Example Watcher Alert (Frequent Errors Across Services):
PUT _watcher/watch/error-alert
{
"trigger": {
"schedule": { "interval": "5m" }
},
"input": {
"search": {
"request": {
"indices": ["spring-logs-*"],
"body": {
"query": {
"match": {
"level": "ERROR"
}
}
}
}
}
},
"condition": {
"compare": {
"ctx.payload.hits.total.value": {
"gte": 10
}
}
},
"actions": {
"email_admin": {
"email": {
"to": "[email protected]",
"subject": "High Error Rate Detected"
}
}
}
}
Step 2. Use Kibana Alerting (Kibana Watchers)
Set up custom triggers in Kibana for anomalies:
- Navigate to Alerts and Insights.
- Define conditions:
- Metric-based (e.g.,
responseTime > 1000ms
). - Log-based (e.g.,
count(level:"ERROR") > 10
).
- Metric-based (e.g.,
- Configure notifications (e.g., via email or Slack).
Alerts in Action:
When triggered, alerts keep your team informed, allowing proactive resolutions.
Summary
Real-time log analysis with Elasticsearch and Kibana elevates your Spring Boot application’s observability, ensuring rapid debugging, optimized performance, and robust anomaly detection.

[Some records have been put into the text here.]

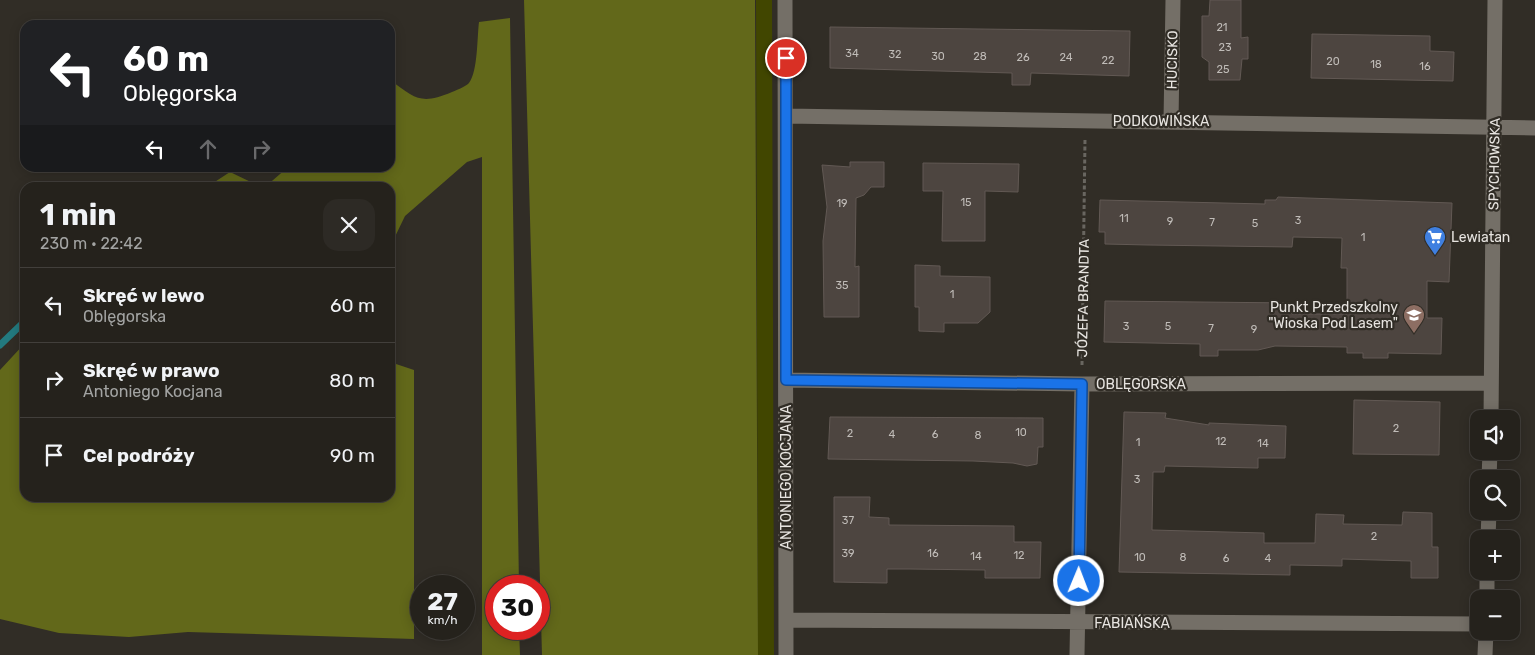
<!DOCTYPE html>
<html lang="pl">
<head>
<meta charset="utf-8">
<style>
	body { margin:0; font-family:Rubik,sans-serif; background:#2d2a25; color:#f1f3f6; height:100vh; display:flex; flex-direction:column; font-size:19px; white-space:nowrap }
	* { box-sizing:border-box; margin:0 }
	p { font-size:16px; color:#a3a4a3 }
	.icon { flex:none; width:28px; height:28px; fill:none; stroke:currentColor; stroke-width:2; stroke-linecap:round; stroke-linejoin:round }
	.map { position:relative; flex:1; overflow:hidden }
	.drawer { position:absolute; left:20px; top:182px; width:375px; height:320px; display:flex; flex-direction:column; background:#25221c; border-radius:15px; box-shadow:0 2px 12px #0003,0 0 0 1px #423f3b }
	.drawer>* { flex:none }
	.banner { position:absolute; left:20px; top:20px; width:375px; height:152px; border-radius:15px; box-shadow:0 2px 12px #0003,0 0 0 1px #423f3b; background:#202124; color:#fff; overflow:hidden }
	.controls { position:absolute; left:1470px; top:410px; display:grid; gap:10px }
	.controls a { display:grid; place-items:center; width:50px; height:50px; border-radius:10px; background:#25221c; box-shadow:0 2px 12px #0003,0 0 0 1px #423f3b; font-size:25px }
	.speed { position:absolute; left:410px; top:575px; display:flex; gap:10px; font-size:25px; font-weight:700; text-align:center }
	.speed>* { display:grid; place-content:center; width:65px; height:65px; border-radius:50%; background:#25221c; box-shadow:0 2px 12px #0003,0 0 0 1px #423f3b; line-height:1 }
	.speed small { font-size:12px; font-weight:400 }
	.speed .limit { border:8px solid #d22; background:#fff; color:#111 }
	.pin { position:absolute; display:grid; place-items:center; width:42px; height:42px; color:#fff; margin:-21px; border:2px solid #fff; border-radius:50%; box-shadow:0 1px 5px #0007 }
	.me { position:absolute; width:55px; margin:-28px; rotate:1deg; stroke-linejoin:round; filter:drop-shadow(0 0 4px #0008) }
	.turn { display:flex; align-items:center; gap:18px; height:105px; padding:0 20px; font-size:22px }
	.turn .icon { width:65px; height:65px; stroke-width:2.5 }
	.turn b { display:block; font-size:35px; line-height:42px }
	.lanes { display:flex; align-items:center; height:48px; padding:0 20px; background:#0003; justify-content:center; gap:25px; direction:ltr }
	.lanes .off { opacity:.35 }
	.round { display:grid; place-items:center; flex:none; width:52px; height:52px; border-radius:15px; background:#2d2a25 }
	.headline { display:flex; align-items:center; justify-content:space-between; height:85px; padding:0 20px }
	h1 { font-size:30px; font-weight:700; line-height:38px }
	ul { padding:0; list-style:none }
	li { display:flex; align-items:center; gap:15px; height:75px; padding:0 20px; border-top:1px solid #423f3b }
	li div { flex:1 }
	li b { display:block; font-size:19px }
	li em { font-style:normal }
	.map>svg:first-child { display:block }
</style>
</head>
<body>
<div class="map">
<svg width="1535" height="655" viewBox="0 0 1535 655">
	<rect width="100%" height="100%" fill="#312d26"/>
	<path fill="#414600" d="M756 0H772L774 655H758Z"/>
	<path fill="#62681a" d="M524 0H755L758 655H542Z
		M510 18 519 586H496V629H519L520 655H482V157L467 162 405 216 390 247V188L265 187 287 168H390V80C416 99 421 105 452 92 457 90 465 87 469 83 478 71 477 37 479 22Z
		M230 172 261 187H207Z
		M25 343V498H390V362L414 370V639L188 632 129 637 59 633 0 619V370Z"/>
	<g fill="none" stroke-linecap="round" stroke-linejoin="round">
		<path stroke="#237a7f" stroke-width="7" d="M0 345 25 321"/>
	</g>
	<path fill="#4d4540" stroke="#625954" d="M1210 0H1241V38L1248 37V59H1242L1240 80H1209V62L1202 57V16H1209Z
		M830 27 1130 31 1129 76 1031 73 1030 85H1012V73L830 68Z
		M1312 34 1430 36V51L1454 52 1453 81 1311 78Z
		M850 162H884V187H871L864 195 856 198 855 267 859 266V317H824L823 241 827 207 822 165 850 167Z
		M923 163 1019 164 1018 192 985 191V241H942L943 191H923Z
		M1278 197 1452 203 1449 282 1427 281V318H1442L1441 354 1388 353V358H1363V353H1347V347L1275 346 1258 350H1218V356H1200V344L1104 342 1105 301 1292 303V314H1347V268H1341L1342 238 1293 237 1292 247 1148 245 1105 244V232H1099L1100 200 1265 204V200H1276Z
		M915 265 940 266V276L990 277V312L978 323H944V332L919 331V307H915Z
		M1354 400 1440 402 1439 455 1353 454Z
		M1124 412 1166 413 1165 418 1209 425V423L1286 426 1285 458H1258V468L1165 466 1164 472H1153L1152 530 1264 533V543H1315L1316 514 1344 515 1343 524 1402 525 1403 512 1432 513V547H1438V578H1411V561L1342 559V566L1290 565V575L1119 572Z
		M830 417 1043 418V447H1038L1037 464 1027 466 1013 463 973 461 828 459Z
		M834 497H870L869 517 889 518V525L1014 526V542H1041L1040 578H985V570L910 569H887V583L834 582Z"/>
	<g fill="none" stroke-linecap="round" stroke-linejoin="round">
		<path stroke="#696660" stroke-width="3" stroke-dasharray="4 2.5" stroke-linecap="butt" d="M1082 365 1085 139"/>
		<path stroke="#746f67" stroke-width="15" d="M785 0 786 655
			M787 116 1535 128
			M1171 121 1173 0
			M786 380 1082 384 1491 383
			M1491 419 1495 0
			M1489 479 1490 451
			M1488 539 1489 511
			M1487 599V571
			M786 620 1479 624
			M1077 655 1082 384
			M1485 655 1486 631"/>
	</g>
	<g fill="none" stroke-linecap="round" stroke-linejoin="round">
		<g stroke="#114b97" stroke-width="12">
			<path id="route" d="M786 58V380L1082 384 1079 581"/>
		</g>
		<use href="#route" stroke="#1a73e8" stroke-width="9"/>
	</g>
	<defs>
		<g id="supermarket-pin" transform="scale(1.125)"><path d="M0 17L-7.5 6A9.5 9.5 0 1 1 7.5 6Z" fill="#3f7fe0" stroke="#312d26"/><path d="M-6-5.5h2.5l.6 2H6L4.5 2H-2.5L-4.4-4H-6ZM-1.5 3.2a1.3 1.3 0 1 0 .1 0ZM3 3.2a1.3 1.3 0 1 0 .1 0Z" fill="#fff"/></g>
		<g id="school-pin" transform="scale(1.125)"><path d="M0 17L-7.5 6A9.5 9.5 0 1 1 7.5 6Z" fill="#8d6e63" stroke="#312d26"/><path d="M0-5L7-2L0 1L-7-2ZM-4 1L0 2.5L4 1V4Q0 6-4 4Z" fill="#fff"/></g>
	</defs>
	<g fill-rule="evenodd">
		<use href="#supermarket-pin" x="1435" y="237"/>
		<use href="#school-pin" x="1414" y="315"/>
	</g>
	<g text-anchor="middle" stroke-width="4.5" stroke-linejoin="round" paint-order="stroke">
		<g font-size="11" fill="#c0bcb8">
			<text x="1222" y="31">21</text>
			<text x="1225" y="51">23</text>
			<text x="852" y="57">34</text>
			<text x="895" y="58">32</text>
			<text x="938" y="60">30</text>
			<text x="980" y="60">28</text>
			<text x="1023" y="61">26</text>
			<text x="1066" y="61">24</text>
			<text x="1108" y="64">22</text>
			<text x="1333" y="65">20</text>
			<text x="1376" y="68">18</text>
			<text x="1425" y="70">16</text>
			<text x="1223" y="73">25</text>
			<text x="966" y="206">15</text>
			<text x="842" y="207">19</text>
			<text x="1124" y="222">11</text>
			<text x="1298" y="224">3</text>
			<text x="1170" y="225">9</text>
			<text x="1212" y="226">7</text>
			<text x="1255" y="227">5</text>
			<text x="1363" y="241">1</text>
			<text x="842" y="289">35</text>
			<text x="952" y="298">1</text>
			<text x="1126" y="330">3</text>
			<text x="1168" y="330">5</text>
			<text x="1211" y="332">7</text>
			<text x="1254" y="333">9</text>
			<text x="1396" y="432">2</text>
			<text x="1021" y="436">10</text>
			<text x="850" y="437">2</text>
			<text x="892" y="438">4</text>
			<text x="935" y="438">6</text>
			<text x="978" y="439">8</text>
			<text x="1221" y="445">12</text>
			<text x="1138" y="446">1</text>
			<text x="1263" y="447">14</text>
			<text x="1137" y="483">3</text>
			<text x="848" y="524">37</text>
			<text x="1374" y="540">2</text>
			<text x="848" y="557">39</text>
			<text x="933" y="557">16</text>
			<text x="1019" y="559">12</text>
			<text x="976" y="560">14</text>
			<text x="1140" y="561">10</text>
			<text x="1183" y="561">8</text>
			<text x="1226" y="562">6</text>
			<text x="1268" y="562">4</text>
		</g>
		<g font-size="14" fill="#e7e4e0" stroke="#312d26">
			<text transform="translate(1172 60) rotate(-89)" y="5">HUCISKO</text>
			<text x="1161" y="126">PODKOWIŃSKA</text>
			<text transform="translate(1494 164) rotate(-89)" y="5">SPYCHOWSKA</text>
			<text transform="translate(1083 298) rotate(-89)" y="5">JÓZEFA BRANDTA</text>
			<text x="1141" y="389">OBLĘGORSKA</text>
			<text transform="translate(786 477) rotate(-90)" y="5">ANTONIEGO KOCJANA</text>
			<text x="1132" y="628">FABIAŃSKA</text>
		</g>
		<g font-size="14" fill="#e7e4e0" stroke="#312d26" text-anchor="start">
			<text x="1451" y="242">Lewiatan</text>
			<text x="1398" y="312" text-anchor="end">Punkt Przedszkolny<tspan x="1398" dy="16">"Wioska Pod Lasem"</tspan></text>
		</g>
	</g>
</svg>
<div class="controls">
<a><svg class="icon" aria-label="sound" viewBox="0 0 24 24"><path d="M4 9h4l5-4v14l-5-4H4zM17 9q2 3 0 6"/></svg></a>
<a><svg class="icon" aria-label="search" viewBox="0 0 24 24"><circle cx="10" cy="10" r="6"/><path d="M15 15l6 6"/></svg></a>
<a>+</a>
<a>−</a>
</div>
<div class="speed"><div>27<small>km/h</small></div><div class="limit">30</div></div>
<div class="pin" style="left:786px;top:58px;background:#d93025"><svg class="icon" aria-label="arrive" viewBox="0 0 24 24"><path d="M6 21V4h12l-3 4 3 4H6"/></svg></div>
<svg class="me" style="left:1079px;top:581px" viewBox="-20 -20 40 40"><circle r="17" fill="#1a73e8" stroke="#fff" stroke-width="3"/><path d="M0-11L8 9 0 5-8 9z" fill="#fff"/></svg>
<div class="banner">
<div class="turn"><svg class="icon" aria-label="left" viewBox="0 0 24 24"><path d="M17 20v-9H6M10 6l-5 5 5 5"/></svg><div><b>60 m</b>Oblęgorska</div></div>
<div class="lanes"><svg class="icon" aria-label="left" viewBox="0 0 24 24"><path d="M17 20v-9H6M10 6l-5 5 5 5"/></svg><svg class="icon off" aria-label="ahead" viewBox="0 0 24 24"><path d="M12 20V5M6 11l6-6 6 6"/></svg><svg class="icon off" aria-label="right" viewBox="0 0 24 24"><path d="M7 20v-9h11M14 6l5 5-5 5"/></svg></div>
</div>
<section class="drawer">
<div class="headline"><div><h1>1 min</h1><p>230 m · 22:42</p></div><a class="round"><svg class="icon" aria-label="close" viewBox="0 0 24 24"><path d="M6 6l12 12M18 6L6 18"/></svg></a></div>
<ul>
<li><svg class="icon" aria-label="left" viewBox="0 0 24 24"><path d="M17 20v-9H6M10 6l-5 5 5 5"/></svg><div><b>Skręć w lewo</b><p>Oblęgorska</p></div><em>60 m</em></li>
<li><svg class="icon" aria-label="right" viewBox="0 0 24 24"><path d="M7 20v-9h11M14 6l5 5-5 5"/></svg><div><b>Skręć w prawo</b><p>Antoniego Kocjana</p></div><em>80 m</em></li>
<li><svg class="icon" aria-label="arrive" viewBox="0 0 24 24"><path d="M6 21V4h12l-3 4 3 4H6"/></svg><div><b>Cel podróży</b></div><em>90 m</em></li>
</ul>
</section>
</div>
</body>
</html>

Here’s a recap of the essential steps:
- Log Pipelines: Configure pipelines from Spring Boot to Elasticsearch via Logstash.
- Real-Time Insights: Process and enrich logs in real time for actionable monitoring.
- Analyze with Kibana: Query logs for errors, trace IDs, and trends using advanced filters and visualizations.
- Anomaly Alerts: Automate notifications to detect issues proactively.
Integrate these practices to build a resilient and observable microservice architecture. Start analyzing your Spring Boot logs today with Elasticsearch and Kibana’s real-time capabilities!